- [THE TASK]: Word for word, retype the first line of the records and every following line through the one containing "inset:0; background:#4a84af; transform-origin:0".

══ RECORDS TO USE

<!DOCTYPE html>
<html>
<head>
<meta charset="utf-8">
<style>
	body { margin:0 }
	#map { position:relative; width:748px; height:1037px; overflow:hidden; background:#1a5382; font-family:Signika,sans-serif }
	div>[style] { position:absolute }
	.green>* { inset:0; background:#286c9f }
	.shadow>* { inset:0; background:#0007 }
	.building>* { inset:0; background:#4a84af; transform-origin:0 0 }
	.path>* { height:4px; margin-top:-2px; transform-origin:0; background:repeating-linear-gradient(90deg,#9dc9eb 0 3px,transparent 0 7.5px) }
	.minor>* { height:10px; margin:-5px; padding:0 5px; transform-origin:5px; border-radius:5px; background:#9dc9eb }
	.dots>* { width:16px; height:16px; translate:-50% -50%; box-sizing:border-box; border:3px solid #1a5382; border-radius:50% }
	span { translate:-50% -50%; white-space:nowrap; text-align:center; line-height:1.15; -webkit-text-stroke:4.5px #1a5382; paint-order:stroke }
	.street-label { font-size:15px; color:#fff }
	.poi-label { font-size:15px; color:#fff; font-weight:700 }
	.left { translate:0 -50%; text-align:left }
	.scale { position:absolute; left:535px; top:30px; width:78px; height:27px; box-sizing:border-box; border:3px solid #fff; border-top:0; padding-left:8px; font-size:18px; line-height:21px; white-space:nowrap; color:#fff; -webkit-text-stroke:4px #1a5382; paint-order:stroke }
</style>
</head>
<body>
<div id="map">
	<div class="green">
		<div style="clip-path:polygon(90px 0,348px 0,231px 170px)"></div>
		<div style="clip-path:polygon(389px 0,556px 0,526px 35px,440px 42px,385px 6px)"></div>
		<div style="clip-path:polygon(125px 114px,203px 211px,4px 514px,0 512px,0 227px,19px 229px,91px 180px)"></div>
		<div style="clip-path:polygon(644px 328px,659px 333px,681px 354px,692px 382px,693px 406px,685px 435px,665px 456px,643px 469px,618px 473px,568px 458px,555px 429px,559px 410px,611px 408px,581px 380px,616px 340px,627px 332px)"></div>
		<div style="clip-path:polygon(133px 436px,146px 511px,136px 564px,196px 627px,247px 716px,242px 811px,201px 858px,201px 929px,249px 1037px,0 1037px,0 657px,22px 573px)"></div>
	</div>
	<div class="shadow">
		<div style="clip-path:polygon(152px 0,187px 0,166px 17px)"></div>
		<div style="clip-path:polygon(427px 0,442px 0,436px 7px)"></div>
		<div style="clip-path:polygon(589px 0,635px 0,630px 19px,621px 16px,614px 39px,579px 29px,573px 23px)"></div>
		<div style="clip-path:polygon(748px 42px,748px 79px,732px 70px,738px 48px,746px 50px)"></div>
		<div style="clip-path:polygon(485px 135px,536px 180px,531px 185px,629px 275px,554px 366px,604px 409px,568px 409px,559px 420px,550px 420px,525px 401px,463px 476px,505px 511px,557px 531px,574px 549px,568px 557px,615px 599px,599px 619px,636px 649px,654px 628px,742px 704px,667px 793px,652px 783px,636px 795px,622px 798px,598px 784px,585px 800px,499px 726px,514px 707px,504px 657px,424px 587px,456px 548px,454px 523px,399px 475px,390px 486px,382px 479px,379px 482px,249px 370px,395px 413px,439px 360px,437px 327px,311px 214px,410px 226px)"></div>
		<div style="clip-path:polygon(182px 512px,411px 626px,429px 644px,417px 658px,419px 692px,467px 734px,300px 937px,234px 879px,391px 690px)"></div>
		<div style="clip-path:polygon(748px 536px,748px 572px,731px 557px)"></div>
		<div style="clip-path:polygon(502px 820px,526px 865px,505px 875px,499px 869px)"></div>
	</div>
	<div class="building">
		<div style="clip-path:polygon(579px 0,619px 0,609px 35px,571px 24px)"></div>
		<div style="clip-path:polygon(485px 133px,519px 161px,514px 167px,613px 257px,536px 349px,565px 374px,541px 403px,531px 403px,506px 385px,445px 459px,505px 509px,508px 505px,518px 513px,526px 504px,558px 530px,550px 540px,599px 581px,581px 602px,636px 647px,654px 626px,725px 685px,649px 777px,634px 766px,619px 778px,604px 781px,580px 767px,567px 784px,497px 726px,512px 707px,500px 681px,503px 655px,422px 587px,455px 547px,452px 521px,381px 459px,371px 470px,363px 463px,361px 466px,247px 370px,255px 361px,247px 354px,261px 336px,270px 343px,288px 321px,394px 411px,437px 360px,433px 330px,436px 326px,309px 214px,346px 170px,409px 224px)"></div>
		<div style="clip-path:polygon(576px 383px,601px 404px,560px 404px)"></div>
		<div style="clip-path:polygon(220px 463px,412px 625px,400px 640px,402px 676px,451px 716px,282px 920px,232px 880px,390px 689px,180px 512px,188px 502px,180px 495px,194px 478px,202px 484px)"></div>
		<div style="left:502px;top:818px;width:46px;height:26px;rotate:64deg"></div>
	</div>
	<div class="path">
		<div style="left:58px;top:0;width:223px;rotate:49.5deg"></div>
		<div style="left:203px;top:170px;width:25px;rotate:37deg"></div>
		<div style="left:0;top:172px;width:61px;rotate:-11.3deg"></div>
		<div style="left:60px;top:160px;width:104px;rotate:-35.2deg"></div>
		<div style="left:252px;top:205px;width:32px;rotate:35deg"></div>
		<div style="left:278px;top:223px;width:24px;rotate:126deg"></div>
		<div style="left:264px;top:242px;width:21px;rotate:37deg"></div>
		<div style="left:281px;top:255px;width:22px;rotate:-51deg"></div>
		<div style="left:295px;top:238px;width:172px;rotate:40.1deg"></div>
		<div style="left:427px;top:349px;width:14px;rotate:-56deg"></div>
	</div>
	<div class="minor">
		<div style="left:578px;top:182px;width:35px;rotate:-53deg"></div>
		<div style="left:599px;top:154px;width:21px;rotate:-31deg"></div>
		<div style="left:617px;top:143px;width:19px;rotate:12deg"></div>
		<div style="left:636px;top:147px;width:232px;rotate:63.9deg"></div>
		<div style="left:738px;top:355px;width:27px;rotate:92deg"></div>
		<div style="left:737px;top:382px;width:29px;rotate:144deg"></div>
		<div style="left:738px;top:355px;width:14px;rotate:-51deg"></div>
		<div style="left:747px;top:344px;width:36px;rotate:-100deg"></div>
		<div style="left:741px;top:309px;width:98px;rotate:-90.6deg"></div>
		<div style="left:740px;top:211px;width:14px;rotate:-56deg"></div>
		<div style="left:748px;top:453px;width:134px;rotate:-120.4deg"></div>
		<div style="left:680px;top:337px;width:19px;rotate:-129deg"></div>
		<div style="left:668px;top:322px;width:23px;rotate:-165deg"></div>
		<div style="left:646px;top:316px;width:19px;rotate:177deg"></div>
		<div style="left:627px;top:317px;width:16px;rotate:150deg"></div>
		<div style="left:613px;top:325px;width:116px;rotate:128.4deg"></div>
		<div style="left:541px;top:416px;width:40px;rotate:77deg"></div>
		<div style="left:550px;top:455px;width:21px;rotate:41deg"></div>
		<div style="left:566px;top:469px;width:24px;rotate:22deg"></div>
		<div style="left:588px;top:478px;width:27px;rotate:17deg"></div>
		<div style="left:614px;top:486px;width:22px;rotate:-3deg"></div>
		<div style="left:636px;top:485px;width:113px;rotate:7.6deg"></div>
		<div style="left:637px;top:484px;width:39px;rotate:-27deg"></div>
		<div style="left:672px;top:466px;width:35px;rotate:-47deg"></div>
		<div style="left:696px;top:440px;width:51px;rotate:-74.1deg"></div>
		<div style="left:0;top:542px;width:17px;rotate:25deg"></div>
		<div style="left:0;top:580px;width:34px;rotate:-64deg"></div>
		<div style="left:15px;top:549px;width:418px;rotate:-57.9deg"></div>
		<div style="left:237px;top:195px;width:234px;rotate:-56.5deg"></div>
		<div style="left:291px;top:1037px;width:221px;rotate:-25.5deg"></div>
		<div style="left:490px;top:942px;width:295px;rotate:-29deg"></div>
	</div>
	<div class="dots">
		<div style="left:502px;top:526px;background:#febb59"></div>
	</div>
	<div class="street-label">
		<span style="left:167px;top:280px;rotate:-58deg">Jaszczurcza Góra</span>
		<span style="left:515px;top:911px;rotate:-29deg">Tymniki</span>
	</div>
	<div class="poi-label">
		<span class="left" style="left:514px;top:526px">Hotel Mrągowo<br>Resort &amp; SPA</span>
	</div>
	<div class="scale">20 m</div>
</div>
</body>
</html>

════

- [RESPONSE TO THIS TASK]:
<!DOCTYPE html>
<html>
<head>
<meta charset="utf-8">
<style>
	body { margin:0 }
	#map { position:relative; width:748px; height:1037px; overflow:hidden; background:#1a5382; font-family:Signika,sans-serif }
	div>[style] { position:absolute }
	.green>* { inset:0; background:#286c9f }
	.shadow>* { inset:0; background:#0007 }
	.building>* { inset:0; background:#4a84af; transform-origin:0 0 }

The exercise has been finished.